## Task prompt
Write the entries out again exactly; any picture among them gets left out.
-- Information provided follows --
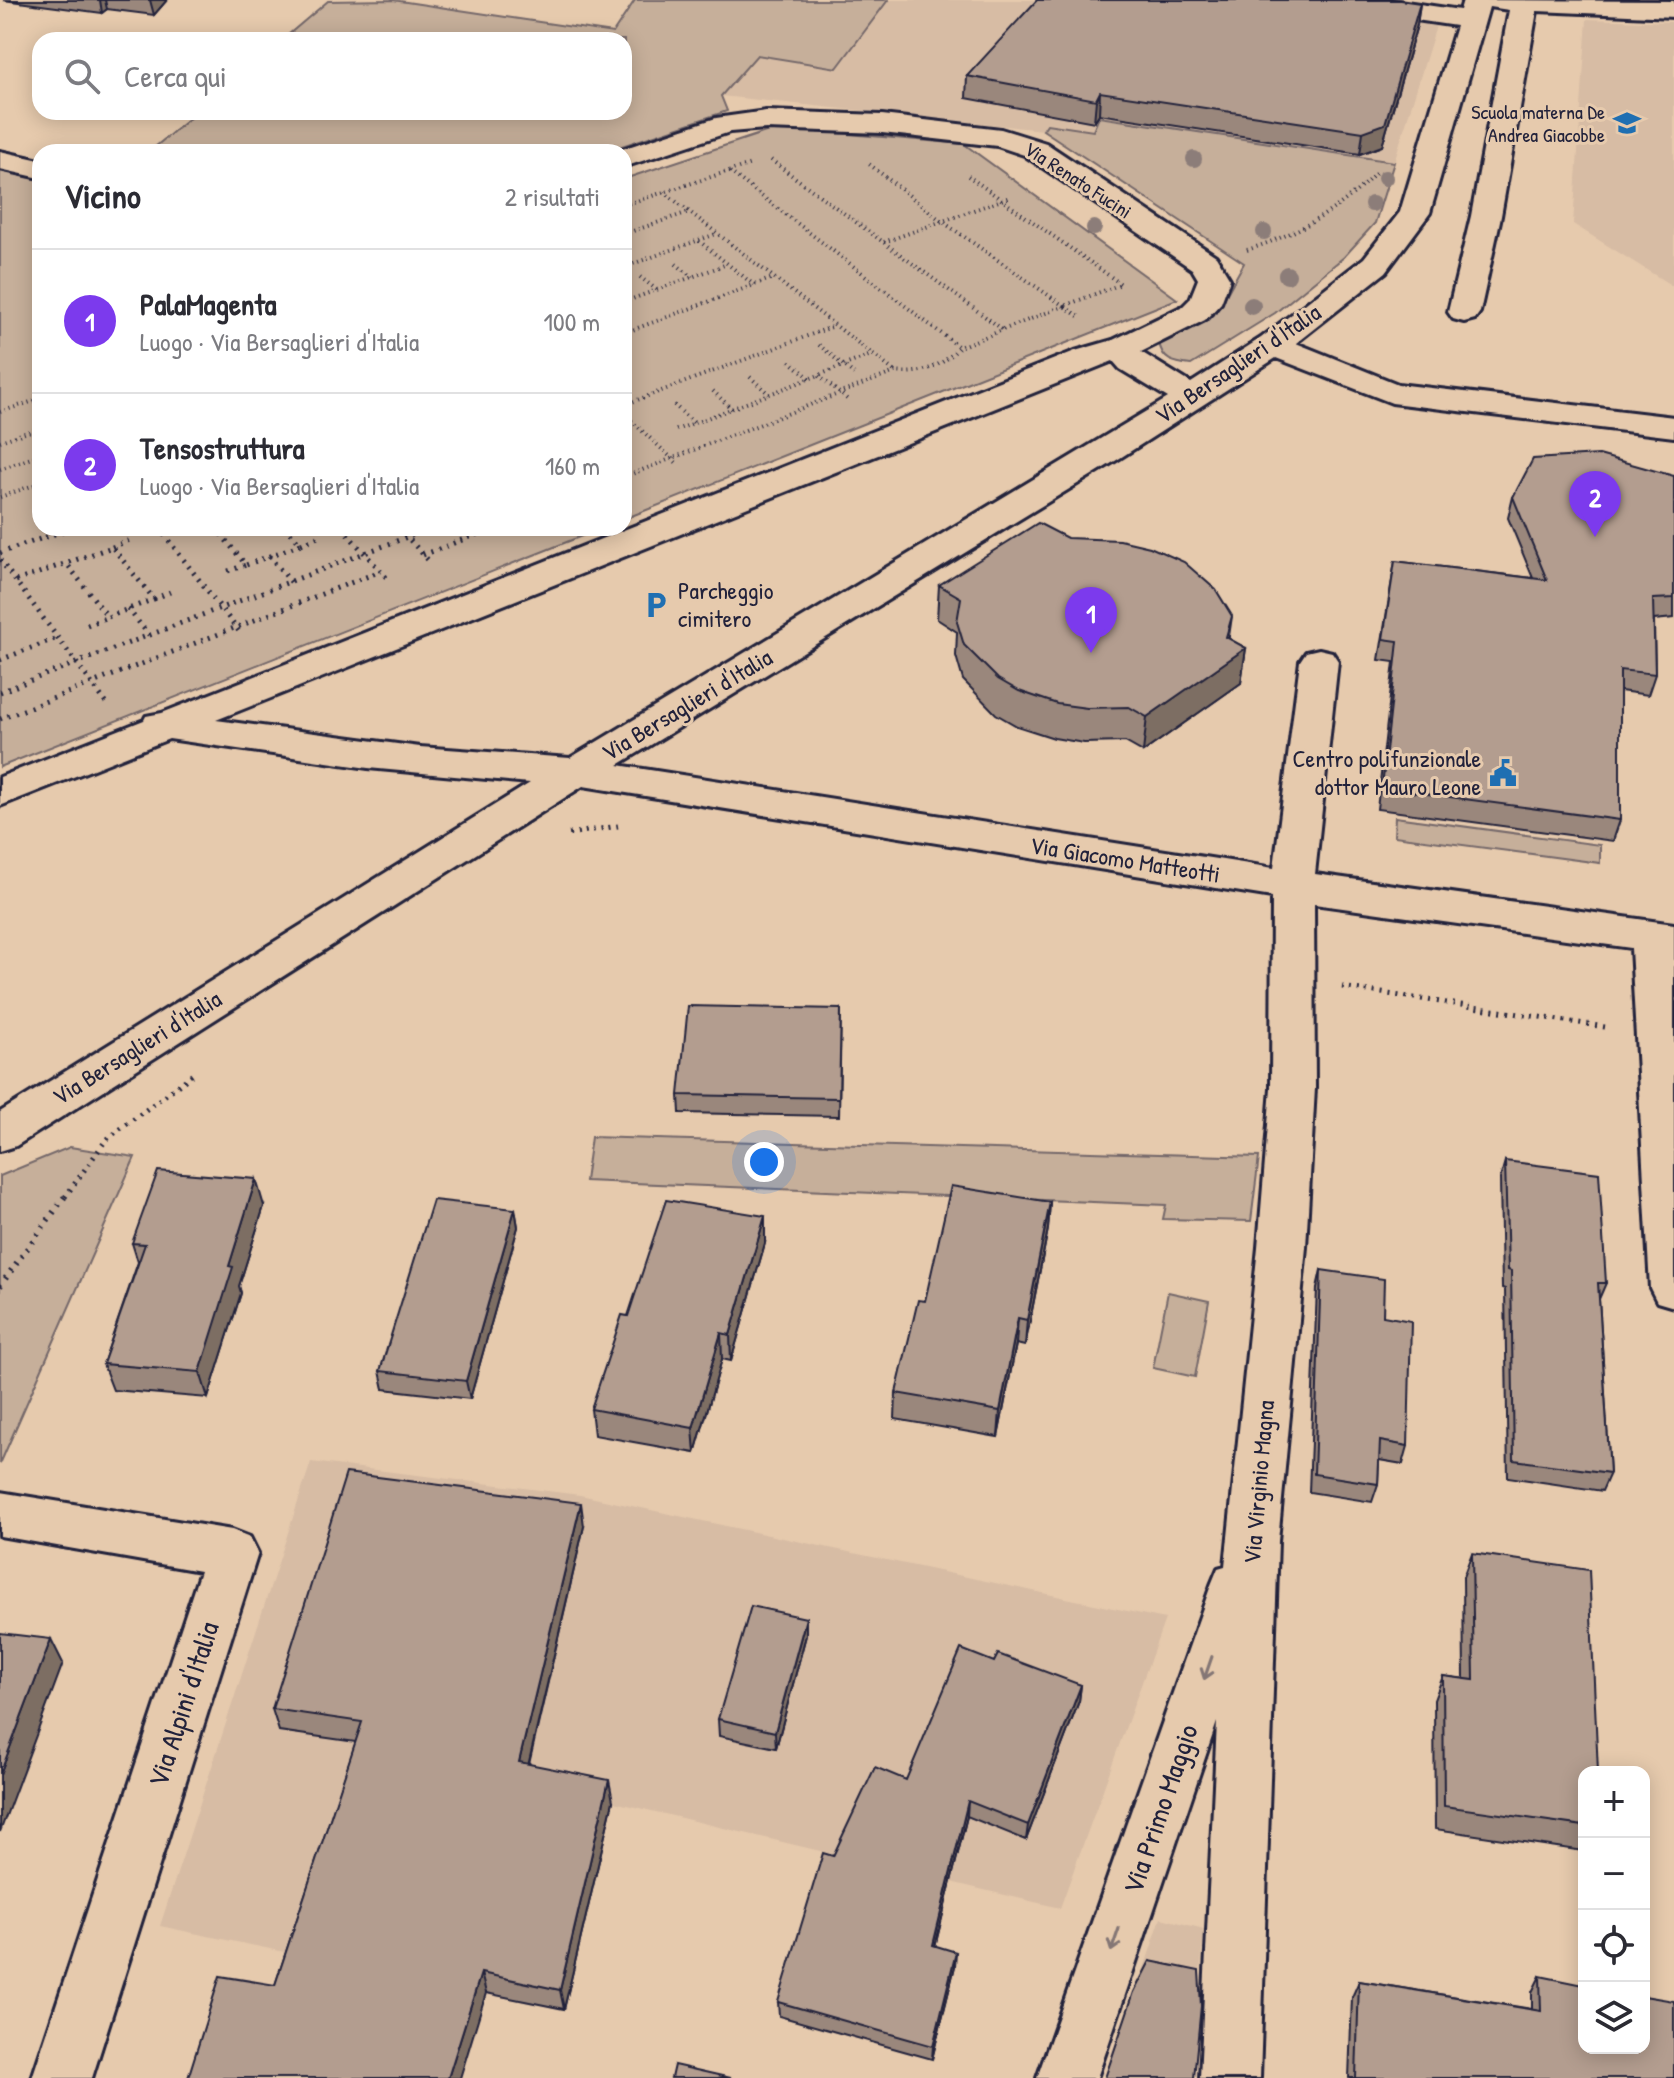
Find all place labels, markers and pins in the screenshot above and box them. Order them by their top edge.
place label: Scuola materna De Andrea Giacobbe [1471,98,1605,148]
school or university icon: Scuola materna De Andrea Giacobbe [1612,108,1642,138]
pin: 2 [1569,471,1621,537]
place label: Parcheggio cimitero [678,574,774,634]
pin: 1 [1065,587,1117,653]
parking icon: Parcheggio cimitero [641,590,671,620]
place label: Centro polifunzionale dottor Mauro Leone [1292,742,1481,802]
public building icon: Centro polifunzionale dottor Mauro Leone [1488,758,1518,788]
-- Information provided concluded --
## Answer to this problem
Find all place labels, markers and pins in the screenshot above and box them. Order them by their top edge.
place label: Scuola materna De Andrea Giacobbe [1471,98,1605,148]
school or university icon: Scuola materna De Andrea Giacobbe [1612,108,1642,138]
pin: 2 [1569,471,1621,537]
place label: Parcheggio cimitero [678,574,774,634]
pin: 1 [1065,587,1117,653]
parking icon: Parcheggio cimitero [641,590,671,620]
place label: Centro polifunzionale dottor Mauro Leone [1292,742,1481,802]
public building icon: Centro polifunzionale dottor Mauro Leone [1488,758,1518,788]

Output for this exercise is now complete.